Deleterious decay in the form of fungus can be ignored when confined to a specific region; it’s an entirely different matter when it proliferates across the entire world. Globalization has its perks, to be sure, but it has also allowed previously quarantined problems to be exported worldwide. The 20th century saw the mass movement of certain amphibians for human purposes.
Bullfrogs are traded as food, other amphibians as pets, and specific species, like the African Clawed Frog, are traded for scientific research. However, shipping these amphibians across oceans resulted in the chytrid fungus being transported along with them—often to hospitals and laboratories. Once settled in a new place, this fungus can survive in water or on reservoir species until it finds suitable hosts.
Moving Forward
Since the 1990s, the Chytrid fungus has resulted in ecosystem disaster. The numbers say it all. Chytrid fungus has caused declines in over 500 amphibian species, including the presumed extinction of at least 90 species, which is roughly 6.5% of all amphibian species affected. Worse, it has been detected in over 60 countries. This has resulted in at least 124 amphibian species losing over 90% of their total population. Such damage brings forth trickle-down consequences. In Central America, for example, malaria cases surge due to the lack of frogs eating mosquitoes.

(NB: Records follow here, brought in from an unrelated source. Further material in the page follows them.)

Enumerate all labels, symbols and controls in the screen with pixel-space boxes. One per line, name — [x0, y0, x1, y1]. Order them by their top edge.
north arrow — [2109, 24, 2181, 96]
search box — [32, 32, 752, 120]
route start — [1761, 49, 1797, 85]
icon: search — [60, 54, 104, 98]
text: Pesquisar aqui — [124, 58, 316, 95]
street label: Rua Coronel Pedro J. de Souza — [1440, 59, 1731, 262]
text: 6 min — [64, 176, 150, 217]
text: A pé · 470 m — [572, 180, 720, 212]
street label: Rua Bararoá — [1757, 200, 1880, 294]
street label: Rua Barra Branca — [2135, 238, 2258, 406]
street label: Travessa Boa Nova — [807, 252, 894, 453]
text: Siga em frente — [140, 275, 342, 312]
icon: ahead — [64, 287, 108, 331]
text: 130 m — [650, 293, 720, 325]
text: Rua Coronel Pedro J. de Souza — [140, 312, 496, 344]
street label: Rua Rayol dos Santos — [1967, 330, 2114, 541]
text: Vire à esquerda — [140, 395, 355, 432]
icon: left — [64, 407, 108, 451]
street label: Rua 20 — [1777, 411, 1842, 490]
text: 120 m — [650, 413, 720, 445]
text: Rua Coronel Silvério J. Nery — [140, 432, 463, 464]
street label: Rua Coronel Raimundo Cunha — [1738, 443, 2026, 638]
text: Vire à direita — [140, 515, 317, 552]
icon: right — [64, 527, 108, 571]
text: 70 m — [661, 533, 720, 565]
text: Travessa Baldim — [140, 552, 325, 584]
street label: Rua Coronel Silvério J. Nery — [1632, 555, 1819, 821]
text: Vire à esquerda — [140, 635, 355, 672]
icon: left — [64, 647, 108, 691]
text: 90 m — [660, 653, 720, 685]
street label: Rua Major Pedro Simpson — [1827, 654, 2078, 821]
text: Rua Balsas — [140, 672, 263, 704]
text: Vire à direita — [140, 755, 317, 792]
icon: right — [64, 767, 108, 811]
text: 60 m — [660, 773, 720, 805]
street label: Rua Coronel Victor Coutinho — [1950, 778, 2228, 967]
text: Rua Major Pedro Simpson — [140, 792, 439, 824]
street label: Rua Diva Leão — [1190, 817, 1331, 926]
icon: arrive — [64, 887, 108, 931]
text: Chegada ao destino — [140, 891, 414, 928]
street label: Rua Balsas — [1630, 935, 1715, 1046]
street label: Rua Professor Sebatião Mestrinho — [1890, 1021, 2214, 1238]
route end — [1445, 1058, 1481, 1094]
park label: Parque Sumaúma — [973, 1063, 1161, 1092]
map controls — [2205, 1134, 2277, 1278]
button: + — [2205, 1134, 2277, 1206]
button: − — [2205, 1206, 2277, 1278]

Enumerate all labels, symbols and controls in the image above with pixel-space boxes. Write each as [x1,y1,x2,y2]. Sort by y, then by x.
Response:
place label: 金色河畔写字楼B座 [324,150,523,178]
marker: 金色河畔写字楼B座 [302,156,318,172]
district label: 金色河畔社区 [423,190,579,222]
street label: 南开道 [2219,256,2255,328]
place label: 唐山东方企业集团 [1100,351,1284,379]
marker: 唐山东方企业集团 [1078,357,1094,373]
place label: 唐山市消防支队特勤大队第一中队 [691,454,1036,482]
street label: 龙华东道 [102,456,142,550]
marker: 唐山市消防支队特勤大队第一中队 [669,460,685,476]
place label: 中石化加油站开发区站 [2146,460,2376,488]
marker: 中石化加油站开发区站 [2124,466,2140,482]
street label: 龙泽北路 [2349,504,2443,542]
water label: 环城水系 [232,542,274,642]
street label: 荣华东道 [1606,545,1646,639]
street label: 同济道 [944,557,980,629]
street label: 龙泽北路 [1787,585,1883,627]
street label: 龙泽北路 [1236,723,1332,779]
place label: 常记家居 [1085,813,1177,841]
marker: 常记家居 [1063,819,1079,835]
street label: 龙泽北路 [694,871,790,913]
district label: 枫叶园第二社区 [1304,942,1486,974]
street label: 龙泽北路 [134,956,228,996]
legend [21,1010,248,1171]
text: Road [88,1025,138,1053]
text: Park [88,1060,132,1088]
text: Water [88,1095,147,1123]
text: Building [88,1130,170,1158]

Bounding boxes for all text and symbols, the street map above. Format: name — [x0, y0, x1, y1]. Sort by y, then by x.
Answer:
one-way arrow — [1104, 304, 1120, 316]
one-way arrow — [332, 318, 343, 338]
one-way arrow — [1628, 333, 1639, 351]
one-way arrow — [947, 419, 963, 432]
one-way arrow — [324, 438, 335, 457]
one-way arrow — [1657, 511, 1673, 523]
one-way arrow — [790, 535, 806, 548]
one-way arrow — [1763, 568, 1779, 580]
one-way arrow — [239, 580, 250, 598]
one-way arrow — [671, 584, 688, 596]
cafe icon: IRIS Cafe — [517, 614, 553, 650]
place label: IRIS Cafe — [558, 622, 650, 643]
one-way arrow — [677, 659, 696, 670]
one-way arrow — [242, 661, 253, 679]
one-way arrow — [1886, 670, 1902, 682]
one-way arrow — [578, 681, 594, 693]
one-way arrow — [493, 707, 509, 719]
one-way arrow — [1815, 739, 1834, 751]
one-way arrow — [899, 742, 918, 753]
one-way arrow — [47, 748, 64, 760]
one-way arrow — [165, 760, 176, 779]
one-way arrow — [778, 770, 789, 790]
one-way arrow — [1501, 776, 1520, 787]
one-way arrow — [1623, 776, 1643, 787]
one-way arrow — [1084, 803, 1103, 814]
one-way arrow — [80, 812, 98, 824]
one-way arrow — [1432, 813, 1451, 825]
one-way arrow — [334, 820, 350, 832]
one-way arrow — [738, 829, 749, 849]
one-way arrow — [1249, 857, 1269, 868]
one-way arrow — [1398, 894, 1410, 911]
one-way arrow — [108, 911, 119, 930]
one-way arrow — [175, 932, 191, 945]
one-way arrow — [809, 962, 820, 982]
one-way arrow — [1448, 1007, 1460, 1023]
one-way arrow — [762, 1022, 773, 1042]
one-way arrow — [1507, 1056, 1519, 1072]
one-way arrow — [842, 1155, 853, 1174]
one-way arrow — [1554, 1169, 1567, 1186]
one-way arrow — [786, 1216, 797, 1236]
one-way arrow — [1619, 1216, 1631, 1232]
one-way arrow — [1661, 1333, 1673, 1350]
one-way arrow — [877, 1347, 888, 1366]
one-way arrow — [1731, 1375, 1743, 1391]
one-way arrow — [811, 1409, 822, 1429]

The global scientific and conservation community has pursued several strategies to combat this fungal menace, each with different results. Captive breeding programs seek to maintain populations in secure labs. Biosecurity in the form of stricter regulations is being implemented in some places to prevent fungal strain mutation and proliferation. Interestingly, in some localized cases, researchers have successfully treated tadpoles by washing them in antifungal baths.
The effectiveness of these strategies remains to be seen. Regardless, the spread of chytrid fungus illustrates the consequences of global interconnectedness for the sake of commerce, not conservation.